[Given data]

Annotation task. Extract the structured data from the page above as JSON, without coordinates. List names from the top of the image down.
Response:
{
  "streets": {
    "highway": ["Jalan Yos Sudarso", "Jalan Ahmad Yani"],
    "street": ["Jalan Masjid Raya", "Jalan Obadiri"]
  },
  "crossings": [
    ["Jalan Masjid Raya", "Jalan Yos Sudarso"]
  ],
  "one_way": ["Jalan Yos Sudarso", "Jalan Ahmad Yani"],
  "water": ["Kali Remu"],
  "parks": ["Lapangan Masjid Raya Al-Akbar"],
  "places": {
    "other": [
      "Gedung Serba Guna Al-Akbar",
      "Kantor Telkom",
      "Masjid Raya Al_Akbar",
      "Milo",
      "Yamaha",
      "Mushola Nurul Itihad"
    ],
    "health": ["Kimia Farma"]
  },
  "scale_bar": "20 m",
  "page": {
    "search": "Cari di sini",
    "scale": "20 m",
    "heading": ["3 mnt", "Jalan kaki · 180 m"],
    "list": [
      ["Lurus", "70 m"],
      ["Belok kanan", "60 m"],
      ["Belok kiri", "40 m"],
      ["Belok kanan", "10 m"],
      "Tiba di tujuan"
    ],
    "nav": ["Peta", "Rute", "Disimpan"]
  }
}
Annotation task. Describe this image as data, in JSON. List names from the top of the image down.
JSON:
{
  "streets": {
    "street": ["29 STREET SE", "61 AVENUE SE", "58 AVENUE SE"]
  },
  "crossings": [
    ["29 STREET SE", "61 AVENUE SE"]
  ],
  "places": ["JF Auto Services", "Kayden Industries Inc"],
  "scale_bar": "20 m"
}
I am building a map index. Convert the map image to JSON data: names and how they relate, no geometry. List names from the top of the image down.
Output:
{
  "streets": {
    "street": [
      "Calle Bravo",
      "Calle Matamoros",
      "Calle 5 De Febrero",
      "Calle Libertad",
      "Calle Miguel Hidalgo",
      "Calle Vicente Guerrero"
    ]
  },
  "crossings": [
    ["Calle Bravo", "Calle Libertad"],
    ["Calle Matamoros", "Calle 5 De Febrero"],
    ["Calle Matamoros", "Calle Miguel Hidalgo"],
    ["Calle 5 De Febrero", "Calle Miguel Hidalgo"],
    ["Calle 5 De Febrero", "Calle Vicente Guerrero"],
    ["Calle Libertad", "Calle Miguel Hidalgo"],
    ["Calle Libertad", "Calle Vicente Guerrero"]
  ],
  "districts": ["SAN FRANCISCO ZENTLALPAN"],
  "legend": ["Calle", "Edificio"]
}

[/Given data]

(Directions) Make sure every record is repeated exactly.

(Task result)
Annotation task. Extract the structured data from the page above as JSON, without coordinates. List names from the top of the image down.
Response:
{
  "streets": {
    "highway": ["Jalan Yos Sudarso", "Jalan Ahmad Yani"],
    "street": ["Jalan Masjid Raya", "Jalan Obadiri"]
  },
  "crossings": [
    ["Jalan Masjid Raya", "Jalan Yos Sudarso"]
  ],
  "one_way": ["Jalan Yos Sudarso", "Jalan Ahmad Yani"],
  "water": ["Kali Remu"],
  "parks": ["Lapangan Masjid Raya Al-Akbar"],
  "places": {
    "other": [
      "Gedung Serba Guna Al-Akbar",
      "Kantor Telkom",
      "Masjid Raya Al_Akbar",
      "Milo",
      "Yamaha",
      "Mushola Nurul Itihad"
    ],
    "health": ["Kimia Farma"]
  },
  "scale_bar": "20 m",
  "page": {
    "search": "Cari di sini",
    "scale": "20 m",
    "heading": ["3 mnt", "Jalan kaki · 180 m"],
    "list": [
      ["Lurus", "70 m"],
      ["Belok kanan", "60 m"],
      ["Belok kiri", "40 m"],
      ["Belok kanan", "10 m"],
      "Tiba di tujuan"
    ],
    "nav": ["Peta", "Rute", "Disimpan"]
  }
}
Annotation task. Describe this image as data, in JSON. List names from the top of the image down.
JSON:
{
  "streets": {
    "street": ["29 STREET SE", "61 AVENUE SE", "58 AVENUE SE"]
  },
  "crossings": [
    ["29 STREET SE", "61 AVENUE SE"]
  ],
  "places": ["JF Auto Services", "Kayden Industries Inc"],
  "scale_bar": "20 m"
}
I am building a map index. Convert the map image to JSON data: names and how they relate, no geometry. List names from the top of the image down.
Output:
{
  "streets": {
    "street": [
      "Calle Bravo",
      "Calle Matamoros",
      "Calle 5 De Febrero",
      "Calle Libertad",
      "Calle Miguel Hidalgo",
      "Calle Vicente Guerrero"
    ]
  },
  "crossings": [
    ["Calle Bravo", "Calle Libertad"],
    ["Calle Matamoros", "Calle 5 De Febrero"],
    ["Calle Matamoros", "Calle Miguel Hidalgo"],
    ["Calle 5 De Febrero", "Calle Miguel Hidalgo"],
    ["Calle 5 De Febrero", "Calle Vicente Guerrero"],
    ["Calle Libertad", "Calle Miguel Hidalgo"],
    ["Calle Libertad", "Calle Vicente Guerrero"]
  ],
  "districts": ["SAN FRANCISCO ZENTLALPAN"],
  "legend": ["Calle", "Edificio"]
}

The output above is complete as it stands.